Sessions usually include a combination of all of the tools below for resilience and self-care. I am here to support you through this process and teach you techniques to generate feelings of safety and ease in the body.


Consultation

If we haven’t met before I will book you in for a free 15 minute consultation via phone or Zoom to identify your needs.

We can then meet in person and start your journey to wellbeing.

This is a non-judgemental, compassionate and confidential space. Each time we meet there will be ample time for you to offload anything you feel is helpful or necessary. Talking about what is bothering us can help lighten our load so we feel seen, heard and acknowledged just as we are.

This is not counselling or psychotherapy, we won’t analyse what is happening in your life or mind. Quite simply, sharing helps us feel seen and heard, and helps to identify stressors and responses that we can then work with.


Embodiment

Embodiment means being connected to how the body feels rather than just what it does.
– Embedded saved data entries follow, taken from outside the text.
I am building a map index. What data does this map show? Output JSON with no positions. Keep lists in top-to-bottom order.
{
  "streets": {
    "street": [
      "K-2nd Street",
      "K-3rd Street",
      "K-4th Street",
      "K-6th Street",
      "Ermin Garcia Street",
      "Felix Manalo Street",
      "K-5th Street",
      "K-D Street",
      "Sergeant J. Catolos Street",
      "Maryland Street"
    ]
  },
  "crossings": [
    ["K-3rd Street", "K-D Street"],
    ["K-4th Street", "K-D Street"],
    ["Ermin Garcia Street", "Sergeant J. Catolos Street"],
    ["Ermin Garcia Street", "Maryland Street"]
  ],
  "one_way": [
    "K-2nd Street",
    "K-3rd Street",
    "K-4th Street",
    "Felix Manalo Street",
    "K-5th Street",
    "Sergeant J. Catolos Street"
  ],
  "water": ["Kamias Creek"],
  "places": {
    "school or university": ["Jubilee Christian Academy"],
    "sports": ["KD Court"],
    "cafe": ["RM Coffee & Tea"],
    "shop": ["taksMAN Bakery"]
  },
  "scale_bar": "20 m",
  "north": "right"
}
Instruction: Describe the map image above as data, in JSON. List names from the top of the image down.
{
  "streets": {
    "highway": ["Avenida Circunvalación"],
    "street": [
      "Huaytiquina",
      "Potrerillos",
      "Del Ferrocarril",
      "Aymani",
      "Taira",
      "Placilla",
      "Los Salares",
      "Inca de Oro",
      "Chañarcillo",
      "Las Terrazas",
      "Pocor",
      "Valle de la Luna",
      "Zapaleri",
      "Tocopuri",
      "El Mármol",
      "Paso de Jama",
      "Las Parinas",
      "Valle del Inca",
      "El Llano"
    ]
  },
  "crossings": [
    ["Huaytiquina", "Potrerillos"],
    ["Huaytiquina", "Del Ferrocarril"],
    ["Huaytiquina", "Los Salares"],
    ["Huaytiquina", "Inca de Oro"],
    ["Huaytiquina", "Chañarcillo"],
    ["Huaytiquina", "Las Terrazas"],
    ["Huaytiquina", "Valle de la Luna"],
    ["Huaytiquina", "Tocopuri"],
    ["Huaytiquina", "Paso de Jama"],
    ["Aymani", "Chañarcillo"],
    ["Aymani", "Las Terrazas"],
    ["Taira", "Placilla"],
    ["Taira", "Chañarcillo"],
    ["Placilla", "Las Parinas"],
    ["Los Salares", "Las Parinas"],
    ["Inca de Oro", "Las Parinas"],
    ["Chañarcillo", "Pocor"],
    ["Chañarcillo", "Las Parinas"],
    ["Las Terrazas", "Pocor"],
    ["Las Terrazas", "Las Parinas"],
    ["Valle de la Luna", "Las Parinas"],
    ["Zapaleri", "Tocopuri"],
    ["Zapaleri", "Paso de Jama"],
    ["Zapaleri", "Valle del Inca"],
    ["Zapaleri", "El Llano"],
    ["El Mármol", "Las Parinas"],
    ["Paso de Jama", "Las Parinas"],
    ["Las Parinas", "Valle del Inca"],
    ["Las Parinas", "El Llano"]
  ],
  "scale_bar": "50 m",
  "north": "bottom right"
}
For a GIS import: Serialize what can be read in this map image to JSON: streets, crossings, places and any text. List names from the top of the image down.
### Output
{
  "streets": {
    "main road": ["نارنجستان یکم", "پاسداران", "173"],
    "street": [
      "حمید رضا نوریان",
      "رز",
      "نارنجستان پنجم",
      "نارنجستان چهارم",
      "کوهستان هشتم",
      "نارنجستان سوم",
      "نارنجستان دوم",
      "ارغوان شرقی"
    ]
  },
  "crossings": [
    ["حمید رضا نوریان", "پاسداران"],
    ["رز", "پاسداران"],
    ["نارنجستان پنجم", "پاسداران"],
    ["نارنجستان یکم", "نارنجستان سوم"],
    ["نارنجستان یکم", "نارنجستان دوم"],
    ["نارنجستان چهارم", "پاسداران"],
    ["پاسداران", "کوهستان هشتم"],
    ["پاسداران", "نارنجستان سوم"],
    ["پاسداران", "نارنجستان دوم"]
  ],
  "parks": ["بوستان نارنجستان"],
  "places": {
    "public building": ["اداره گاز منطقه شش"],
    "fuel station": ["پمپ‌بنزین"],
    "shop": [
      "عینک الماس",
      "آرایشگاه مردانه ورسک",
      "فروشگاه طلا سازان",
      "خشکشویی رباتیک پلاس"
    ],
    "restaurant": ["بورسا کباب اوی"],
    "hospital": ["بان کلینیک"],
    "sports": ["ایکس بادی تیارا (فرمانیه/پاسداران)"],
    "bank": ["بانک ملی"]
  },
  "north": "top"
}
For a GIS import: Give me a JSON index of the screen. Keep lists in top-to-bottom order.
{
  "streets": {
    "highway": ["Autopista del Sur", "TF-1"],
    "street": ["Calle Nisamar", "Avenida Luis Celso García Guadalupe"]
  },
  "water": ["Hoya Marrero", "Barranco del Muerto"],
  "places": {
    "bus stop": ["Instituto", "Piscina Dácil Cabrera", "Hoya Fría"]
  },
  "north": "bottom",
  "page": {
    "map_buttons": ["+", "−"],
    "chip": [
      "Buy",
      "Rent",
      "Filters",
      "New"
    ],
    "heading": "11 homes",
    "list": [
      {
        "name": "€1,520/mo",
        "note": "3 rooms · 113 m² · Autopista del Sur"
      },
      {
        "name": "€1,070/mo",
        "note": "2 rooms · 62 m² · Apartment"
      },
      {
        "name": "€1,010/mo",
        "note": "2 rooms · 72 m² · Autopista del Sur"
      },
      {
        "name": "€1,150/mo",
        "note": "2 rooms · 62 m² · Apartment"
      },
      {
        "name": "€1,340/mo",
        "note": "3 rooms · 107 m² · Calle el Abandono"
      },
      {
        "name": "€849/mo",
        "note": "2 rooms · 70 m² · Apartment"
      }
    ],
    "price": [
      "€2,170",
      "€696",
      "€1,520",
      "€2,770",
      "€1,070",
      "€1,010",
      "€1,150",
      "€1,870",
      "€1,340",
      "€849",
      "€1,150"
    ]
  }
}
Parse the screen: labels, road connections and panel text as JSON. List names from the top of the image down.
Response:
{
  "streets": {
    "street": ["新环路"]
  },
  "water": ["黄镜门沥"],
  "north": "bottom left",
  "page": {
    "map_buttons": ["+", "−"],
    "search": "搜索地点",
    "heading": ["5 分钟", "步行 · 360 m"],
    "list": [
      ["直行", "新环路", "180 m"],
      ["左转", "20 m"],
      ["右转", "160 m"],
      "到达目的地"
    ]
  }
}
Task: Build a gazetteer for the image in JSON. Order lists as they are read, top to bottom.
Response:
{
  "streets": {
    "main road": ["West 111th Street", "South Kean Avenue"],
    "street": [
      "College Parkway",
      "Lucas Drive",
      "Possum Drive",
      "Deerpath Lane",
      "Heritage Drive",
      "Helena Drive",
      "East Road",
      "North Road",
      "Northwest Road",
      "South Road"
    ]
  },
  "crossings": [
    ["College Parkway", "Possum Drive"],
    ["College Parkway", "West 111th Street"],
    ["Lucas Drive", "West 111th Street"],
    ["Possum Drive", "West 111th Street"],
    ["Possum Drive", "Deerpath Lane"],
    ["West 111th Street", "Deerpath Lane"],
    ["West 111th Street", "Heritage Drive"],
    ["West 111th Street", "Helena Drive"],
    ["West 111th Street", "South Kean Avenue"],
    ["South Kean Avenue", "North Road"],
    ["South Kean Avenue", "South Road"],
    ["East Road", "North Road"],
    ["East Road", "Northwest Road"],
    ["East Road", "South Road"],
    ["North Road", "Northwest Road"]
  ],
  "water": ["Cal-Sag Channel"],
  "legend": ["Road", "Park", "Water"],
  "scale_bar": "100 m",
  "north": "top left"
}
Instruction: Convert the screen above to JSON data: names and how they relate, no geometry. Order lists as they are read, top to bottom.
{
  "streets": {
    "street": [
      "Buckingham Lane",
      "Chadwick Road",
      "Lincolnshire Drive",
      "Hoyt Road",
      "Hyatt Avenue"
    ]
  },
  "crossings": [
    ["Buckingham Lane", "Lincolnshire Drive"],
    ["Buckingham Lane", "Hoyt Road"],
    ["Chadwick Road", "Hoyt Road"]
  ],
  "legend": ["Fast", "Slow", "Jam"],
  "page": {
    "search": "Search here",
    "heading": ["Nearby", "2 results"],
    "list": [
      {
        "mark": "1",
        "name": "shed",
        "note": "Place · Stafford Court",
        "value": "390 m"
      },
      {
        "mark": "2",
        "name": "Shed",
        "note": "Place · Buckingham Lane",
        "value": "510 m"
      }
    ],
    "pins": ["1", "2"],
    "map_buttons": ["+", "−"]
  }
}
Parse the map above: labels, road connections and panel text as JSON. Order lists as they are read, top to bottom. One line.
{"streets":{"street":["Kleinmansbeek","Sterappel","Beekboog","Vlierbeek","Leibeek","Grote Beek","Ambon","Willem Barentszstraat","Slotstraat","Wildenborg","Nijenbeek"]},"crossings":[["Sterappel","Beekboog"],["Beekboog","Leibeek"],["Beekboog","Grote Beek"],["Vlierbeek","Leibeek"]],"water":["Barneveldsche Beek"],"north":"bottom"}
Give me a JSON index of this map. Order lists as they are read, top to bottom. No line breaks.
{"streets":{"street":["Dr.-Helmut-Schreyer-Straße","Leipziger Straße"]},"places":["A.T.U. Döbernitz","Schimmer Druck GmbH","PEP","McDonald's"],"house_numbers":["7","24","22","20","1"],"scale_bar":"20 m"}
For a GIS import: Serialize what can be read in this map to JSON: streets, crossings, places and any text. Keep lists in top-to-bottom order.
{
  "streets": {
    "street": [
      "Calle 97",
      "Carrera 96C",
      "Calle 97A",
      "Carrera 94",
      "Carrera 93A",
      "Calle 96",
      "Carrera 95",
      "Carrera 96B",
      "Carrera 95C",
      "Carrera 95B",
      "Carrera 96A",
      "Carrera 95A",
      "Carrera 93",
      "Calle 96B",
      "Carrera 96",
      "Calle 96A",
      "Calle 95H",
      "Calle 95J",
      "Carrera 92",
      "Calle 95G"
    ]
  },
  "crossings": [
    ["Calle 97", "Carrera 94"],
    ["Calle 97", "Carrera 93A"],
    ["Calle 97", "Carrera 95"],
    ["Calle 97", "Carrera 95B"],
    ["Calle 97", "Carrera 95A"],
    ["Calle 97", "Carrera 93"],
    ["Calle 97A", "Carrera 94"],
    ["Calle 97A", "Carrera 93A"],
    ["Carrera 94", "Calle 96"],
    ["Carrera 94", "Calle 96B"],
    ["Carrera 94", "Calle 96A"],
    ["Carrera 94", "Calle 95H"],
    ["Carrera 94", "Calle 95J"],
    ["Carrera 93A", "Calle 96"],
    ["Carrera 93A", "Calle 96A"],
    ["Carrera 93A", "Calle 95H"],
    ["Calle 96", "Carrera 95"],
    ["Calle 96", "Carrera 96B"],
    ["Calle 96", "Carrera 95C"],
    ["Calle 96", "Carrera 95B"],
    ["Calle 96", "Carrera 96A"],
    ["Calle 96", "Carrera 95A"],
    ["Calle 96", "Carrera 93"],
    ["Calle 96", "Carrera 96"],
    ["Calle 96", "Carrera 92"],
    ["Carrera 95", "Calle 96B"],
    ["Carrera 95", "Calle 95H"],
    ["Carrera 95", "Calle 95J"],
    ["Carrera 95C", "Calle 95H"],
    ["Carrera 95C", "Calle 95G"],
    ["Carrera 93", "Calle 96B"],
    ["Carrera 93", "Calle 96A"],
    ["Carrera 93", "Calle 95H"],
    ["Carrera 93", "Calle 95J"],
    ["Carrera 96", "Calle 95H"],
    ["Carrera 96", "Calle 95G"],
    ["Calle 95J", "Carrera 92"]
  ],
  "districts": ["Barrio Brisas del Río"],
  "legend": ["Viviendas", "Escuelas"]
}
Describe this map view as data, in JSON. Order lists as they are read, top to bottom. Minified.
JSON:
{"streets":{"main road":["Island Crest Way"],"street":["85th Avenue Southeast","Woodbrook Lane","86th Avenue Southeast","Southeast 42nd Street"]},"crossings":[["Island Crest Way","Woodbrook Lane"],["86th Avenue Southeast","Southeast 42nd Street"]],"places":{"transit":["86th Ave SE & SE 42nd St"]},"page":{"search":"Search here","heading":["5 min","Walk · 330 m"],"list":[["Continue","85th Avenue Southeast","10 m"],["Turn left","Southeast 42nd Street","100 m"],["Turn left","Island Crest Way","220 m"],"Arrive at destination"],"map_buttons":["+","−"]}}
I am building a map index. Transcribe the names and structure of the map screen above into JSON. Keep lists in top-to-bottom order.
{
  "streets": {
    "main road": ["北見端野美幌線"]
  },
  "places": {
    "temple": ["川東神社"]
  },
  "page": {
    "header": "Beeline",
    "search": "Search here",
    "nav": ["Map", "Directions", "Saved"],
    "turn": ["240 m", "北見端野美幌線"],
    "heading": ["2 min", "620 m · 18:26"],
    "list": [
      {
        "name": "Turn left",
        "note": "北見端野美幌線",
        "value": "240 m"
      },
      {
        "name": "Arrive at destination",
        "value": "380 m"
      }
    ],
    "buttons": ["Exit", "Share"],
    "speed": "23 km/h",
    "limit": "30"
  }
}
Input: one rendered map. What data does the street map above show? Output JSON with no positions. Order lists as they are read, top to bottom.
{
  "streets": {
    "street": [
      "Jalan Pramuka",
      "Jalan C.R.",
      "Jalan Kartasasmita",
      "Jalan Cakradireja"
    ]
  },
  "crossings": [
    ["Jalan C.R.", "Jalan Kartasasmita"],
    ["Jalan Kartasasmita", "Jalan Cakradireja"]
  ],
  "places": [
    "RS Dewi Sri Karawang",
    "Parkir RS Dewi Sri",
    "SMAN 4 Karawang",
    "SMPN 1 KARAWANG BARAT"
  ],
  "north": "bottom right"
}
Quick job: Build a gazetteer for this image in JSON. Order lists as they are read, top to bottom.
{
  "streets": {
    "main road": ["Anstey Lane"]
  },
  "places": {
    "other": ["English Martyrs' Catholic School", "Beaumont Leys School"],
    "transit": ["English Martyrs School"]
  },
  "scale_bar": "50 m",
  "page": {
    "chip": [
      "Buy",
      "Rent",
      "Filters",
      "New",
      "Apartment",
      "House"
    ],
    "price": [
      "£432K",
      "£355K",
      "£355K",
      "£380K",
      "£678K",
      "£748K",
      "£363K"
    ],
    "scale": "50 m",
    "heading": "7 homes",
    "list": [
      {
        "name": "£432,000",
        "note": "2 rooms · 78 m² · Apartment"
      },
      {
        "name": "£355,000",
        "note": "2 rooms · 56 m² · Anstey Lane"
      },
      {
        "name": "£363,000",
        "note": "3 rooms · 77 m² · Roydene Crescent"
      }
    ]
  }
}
Every emotional trigger we experience happens in the body. So learning how to be comfortable with the inner state helps process our emotions and responses as they arise, rather than disengage. When we can process life as it happens we take care of our mental / emotional needs and build resilience.

During sessions we will move in different ways (including slow, mindful yoga) to generate pleasant, engaging feelings and sensations in the body. Over time a more contented, trusting relationship with your body develops.

Movement during sessions will be specifically tailored to your state of mind and physical capabilities. You don’t have to be ‘fit’ or ‘in shape’.


Breathwork

Learning how to breathe better has a huge impact on how we feel and our state of mind. Stress and trauma can lead to unhelpful patterns of shallow, chest breathing mainly using neck and upper chest muscles. This generates more stress in the nervous system that could be avoided with a few simple breathing tips.

We will explore the right breathing techniques to support what you are going through. Learn ways to deal with the hyper-arousal state of anxiety and others to uplift during low mood times. Over time you can learn simple ways to change your breathing and your state of mind too. Simple movement is usually combined with breath awareness in early sessions which many people find more accessible and engaging.


Relaxation

When was the last time you felt deeply relaxed?

Imagine being so relaxed that your mind slowed right down and your body felt grounded and soft. This state can be experienced through lying down or sitting, using one or more of the many techniques scientifically shown to slow down heart rate and change brain waves to a more meditative rhythm.

We all have the capacity to feel relaxed, we just sometimes forget. If your body is tense and tight we will always do some movement first before exploring ways to be still and present.

The benefits of regular relaxation calm the nervous system and help with insomnia.